This is one of the oldest apocalypses, though the most
recent that had signs of deliberate and divine intervention. This is at least
thirty apocalypses ago, and there’s precious little record of it. Still, no
matter how true it is, it’s quite popular, especially on this side of the Uncanny Valley, where the government isn’t so
popular.
It came about because of a construction job. They were one
of the first empires in the history of the world, maybe the very first. A
little club of warlords, of gremlins and satyrs and humans, the most pernicious
critters in the west, got their peoples together. No two tribes spoke the same
tongue, and no dissidents were permitted within their tribes, so they didn’t
know what they were doing until they showed up.

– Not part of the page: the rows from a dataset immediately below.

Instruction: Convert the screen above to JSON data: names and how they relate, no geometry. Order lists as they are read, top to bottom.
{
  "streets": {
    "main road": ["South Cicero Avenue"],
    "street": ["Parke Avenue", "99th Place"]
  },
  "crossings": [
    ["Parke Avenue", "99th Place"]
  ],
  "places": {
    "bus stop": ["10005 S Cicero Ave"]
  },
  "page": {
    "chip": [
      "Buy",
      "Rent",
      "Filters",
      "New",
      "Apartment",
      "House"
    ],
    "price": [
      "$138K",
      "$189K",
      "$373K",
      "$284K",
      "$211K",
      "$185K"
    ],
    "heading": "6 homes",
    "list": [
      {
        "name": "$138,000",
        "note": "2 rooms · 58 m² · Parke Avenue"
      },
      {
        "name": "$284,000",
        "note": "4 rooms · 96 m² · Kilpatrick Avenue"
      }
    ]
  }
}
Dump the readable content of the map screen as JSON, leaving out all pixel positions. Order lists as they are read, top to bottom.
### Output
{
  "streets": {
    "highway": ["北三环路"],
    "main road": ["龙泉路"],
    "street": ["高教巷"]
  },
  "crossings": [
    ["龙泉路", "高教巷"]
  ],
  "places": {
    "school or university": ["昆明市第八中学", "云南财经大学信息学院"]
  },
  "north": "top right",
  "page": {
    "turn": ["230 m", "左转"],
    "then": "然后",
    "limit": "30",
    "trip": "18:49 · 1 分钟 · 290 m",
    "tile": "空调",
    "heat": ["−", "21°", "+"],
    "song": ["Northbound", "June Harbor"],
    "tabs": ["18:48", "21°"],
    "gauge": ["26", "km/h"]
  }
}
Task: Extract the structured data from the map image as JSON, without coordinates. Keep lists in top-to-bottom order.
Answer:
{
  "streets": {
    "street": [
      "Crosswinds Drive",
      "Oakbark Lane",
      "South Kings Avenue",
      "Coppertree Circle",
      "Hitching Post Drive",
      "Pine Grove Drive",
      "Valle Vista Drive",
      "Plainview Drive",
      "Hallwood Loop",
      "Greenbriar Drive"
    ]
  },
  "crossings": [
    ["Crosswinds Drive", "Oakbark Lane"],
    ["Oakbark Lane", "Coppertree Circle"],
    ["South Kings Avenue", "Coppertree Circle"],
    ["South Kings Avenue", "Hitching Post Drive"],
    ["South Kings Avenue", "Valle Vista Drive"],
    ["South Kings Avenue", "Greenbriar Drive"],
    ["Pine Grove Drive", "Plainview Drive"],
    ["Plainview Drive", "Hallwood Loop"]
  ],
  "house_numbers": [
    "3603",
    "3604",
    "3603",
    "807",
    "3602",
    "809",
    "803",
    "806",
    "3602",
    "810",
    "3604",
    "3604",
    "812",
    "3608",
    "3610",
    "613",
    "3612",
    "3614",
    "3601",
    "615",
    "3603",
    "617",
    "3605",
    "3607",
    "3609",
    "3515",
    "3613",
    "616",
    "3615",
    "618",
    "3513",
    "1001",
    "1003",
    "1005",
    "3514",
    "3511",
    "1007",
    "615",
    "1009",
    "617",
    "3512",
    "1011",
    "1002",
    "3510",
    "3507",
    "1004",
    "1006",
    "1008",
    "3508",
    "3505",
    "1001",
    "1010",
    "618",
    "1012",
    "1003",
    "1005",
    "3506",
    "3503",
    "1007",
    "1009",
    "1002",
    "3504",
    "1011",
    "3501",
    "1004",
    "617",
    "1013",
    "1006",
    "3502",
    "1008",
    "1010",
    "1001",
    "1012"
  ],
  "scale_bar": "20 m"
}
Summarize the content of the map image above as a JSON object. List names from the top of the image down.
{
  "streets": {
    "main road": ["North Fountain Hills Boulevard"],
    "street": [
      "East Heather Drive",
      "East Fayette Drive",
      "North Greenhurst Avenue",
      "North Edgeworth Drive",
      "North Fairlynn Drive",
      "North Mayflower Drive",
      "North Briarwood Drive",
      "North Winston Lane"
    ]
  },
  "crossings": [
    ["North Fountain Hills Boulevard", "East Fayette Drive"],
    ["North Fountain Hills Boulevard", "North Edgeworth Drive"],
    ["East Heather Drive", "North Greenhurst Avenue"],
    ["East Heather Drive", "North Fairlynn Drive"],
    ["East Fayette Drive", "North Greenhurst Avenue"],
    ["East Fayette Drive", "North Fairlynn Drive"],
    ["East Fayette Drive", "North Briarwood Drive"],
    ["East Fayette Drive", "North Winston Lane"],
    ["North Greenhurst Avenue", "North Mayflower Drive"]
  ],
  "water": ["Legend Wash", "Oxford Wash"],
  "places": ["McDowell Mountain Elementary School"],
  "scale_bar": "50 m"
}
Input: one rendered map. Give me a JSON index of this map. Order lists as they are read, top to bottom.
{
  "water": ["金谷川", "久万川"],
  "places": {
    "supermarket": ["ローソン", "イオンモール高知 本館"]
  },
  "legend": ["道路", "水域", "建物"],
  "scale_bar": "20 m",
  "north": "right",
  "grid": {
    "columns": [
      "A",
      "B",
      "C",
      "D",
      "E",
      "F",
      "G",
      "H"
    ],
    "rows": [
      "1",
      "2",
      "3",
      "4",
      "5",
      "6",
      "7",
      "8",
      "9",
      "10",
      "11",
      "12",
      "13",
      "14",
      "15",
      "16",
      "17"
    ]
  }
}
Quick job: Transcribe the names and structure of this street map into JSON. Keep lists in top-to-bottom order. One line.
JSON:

High in the Cloud Hills, the tallest mountains anyone’s ever
climbed, they carried stone slabs. Some were so huge we still can’t figure how
they got them up there, but there they still stand. They enslaved the nine-legs
and dorads and centaurs, and the vampires to labor at night. They spread the
infection so as to have a more active nocturnal construction crew, which soon
outpaced the daytime one.
No laborer knew anymore than where he was putting his block.
They couldn’t discuss it, and so it was weeks before they realized their slabs
were coalescing into the shape of tower. And though the peoples were ignorant
and hungry, they took pride in their grand structure, for every day it
stretched taller than any person had ever been. It pierced the clouds, and laborers
perished walking through thunderstorms. Others froze from the ethereal climate.
There seemed to be sudden and wicked weather up there, as though the sky was
fighting back. The stairs grew increasingly narrow and soon slick, such that
centaurs could no longer navigate them, and new diseases brewed at those
terrifying heights, traveling down the tower and out into the world.
But it wasn’t a plague that ended this tower-building reign.
It was a miracle, or a metaphor, depending on your bend. One morning all the
species of the world awoke speaking the same language. Centaurs awoke beside
slave-satyrs to find they fully comprehended each other, and their human
overlords, and their gremlin architects. Our sources attribute the one language
to serpentine gods, which hints at which species wrote the sources.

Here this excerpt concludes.